Once you do this, you are all set. Your copy will stay switched to the dev branch unless you call git checkout master
(or other git checkout
) again. You will probably mostly need just git status
, git diff
, git add
, git commit
, git push
and git pull
commands. All pushes and pulls will be done against the remote dev
branch.
Validation
Data format and repository
Up-to-date automatic validation runs of the repositories are available here. These are based on the dev
branch of the data and use the validate.py
script described below.
The final data validation is an important step and each file released in the project is expected to validate as conforming to the basic requirements on the data and format. For this purpose, there is a validation script in the tools repository.

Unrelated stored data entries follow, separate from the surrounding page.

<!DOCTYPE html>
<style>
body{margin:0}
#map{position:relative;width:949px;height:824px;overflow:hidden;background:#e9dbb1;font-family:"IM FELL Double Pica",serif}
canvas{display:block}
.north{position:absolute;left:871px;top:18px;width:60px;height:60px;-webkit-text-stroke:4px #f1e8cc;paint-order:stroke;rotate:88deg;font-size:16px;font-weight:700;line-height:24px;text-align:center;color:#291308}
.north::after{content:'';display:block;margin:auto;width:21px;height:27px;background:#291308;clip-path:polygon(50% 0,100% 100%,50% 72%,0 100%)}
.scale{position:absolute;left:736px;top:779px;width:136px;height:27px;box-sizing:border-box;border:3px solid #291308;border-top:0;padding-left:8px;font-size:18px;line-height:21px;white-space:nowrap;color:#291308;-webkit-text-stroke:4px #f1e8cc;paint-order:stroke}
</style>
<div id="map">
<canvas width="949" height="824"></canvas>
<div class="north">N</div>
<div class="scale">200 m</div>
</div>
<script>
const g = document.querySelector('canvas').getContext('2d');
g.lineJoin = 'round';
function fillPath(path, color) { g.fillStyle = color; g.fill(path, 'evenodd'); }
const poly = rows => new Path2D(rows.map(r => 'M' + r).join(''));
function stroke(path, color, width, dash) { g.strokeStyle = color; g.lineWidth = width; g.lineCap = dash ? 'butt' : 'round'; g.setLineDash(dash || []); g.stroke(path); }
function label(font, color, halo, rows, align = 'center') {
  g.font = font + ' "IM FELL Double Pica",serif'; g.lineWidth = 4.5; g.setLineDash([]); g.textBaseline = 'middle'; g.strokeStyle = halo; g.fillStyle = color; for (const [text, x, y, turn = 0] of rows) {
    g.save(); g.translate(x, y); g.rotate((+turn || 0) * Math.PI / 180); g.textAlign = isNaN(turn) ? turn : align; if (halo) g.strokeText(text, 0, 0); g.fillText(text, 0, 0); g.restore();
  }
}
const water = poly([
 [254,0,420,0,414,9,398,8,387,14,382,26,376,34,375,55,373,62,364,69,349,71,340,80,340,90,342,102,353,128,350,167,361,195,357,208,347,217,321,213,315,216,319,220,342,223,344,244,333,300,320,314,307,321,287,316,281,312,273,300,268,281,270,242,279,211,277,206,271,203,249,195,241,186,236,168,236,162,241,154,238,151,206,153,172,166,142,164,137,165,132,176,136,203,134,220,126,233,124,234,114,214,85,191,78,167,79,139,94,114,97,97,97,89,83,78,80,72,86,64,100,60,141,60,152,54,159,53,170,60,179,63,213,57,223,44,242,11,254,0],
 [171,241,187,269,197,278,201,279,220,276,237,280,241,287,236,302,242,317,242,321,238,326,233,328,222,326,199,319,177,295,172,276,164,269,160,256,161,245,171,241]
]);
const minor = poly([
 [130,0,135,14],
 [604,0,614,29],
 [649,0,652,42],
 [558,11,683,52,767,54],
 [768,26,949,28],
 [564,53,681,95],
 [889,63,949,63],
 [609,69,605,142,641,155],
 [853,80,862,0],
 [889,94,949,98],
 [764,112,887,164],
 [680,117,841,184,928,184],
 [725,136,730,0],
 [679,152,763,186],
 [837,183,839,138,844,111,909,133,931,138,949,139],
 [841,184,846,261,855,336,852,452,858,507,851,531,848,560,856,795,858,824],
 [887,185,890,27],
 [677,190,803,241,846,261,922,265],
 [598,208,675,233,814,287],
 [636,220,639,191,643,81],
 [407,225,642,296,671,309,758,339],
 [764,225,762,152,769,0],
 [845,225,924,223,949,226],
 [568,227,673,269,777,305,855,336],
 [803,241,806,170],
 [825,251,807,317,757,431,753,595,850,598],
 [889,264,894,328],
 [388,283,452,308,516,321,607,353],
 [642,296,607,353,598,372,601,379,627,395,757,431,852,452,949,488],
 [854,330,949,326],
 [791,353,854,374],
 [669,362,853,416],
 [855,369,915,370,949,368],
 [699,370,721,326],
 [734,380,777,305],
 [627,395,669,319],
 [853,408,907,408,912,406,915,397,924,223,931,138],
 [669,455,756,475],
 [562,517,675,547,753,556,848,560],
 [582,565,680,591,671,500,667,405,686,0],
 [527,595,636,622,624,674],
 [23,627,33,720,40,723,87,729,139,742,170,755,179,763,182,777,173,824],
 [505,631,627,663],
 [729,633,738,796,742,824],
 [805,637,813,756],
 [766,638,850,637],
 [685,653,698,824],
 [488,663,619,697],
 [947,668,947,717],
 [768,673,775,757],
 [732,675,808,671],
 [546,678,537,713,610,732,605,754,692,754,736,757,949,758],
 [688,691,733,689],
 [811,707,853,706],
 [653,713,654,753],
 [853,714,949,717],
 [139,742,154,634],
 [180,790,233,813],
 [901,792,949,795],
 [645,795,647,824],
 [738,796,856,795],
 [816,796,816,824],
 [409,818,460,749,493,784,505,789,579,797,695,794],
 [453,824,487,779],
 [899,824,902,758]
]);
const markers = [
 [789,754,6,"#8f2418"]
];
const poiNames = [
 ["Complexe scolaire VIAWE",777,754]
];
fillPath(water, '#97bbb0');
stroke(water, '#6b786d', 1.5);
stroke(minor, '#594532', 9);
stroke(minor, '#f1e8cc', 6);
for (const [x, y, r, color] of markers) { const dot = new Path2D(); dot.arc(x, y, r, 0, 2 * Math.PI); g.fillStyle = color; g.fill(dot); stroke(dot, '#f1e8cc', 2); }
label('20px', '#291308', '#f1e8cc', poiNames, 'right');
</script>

$ git clone git@github.com:UniversalDependencies/tools.git
$ cd tools
$ python validate.py -h
In general, you validate the data like so:
python validate.py --lang=xx [file.conllu]
for example for Finnish:
$ python validate.py --lang=fi ../UD_Finnish/fi-ud-dev.conllu
*** PASSED ***
Among other items, the script also validates the language-specific set
of tags and relations and therefore it needs to know about these. The
language-specific lists are stored in data/deprel.xx
(language-specific relations) and data/feat_val.xx
(language-specific features). In addition data/*.ud
stores the UD
taglists. Before you can validate data for a given language, you need to
produce and commit the necessary tag lists. You can make the initial lists
like so:
$ python conllu-stats.py --deprels=langspec path_to_your_data/*.conllu > data/deprel.xx
$ python conllu-stats.py --catvals=langspec path_to_your_data/*.conllu > data/feat_val.xx
This will gather the language-specific lists in descending order by their frequency. It is important to check the resulting files for correctness, because otherwise the validation would of course be a no-op. Once you have checked the lists manually, you can add them to the repository:
$ git add data/deprel.xx data/feat_val.xx
$ git commit -m "Adding language-specific data for xx."
$ git push
Since the v2.0
release, whitespace is allowed in the FORM
and LEMMA
fields under conditions specified in here. This is supported in the validator through the UD-wide file data/tokens_w_space.ud
and its language-specific variants data/tokens_w_space.xx
. In these files, each line is a Python regular expression defining the permissible forms and lemmas that can contain a whitespace.
Syntax
For the v1.3
release, we have created an additional number of tests which try to uncover possible logical inconsistencies in the treebank data. Automatic validation runs for this syntax validation are available here. Unlike the data format and repository validation, this validation machinery is not streamlined enough to be distributed for offline use, therefore it is important to regularly push your data to the dev
branch of the repository.
The tests are specified in the file gen_index/stests.yaml
and rely on the query language of the SETS search interface.
Language-specific guidelines
Every treebank should be accompanied by a set of language-specific guidelines at http://universaldependencies.org/. These guidelines should minimally specify the following:
- Tokenization: How was word segmentation performed? Does the treebank include multiword tokens?
- POS tags: What universal POS tags (if any) are not used?
- Features: What universal features are not used? What language-specific features/values have been added?
- Relations: What universal relations are not used? What language-specific subtypes have been added?
There are more detailed guidelines for language-specific documentation. Also see the general guidelines about how to contribute (which covers the conventions used in writing UD documentation, such as how to format examples).
Building the release
Documentation of the steps to be taken by the release task force is on a separate page.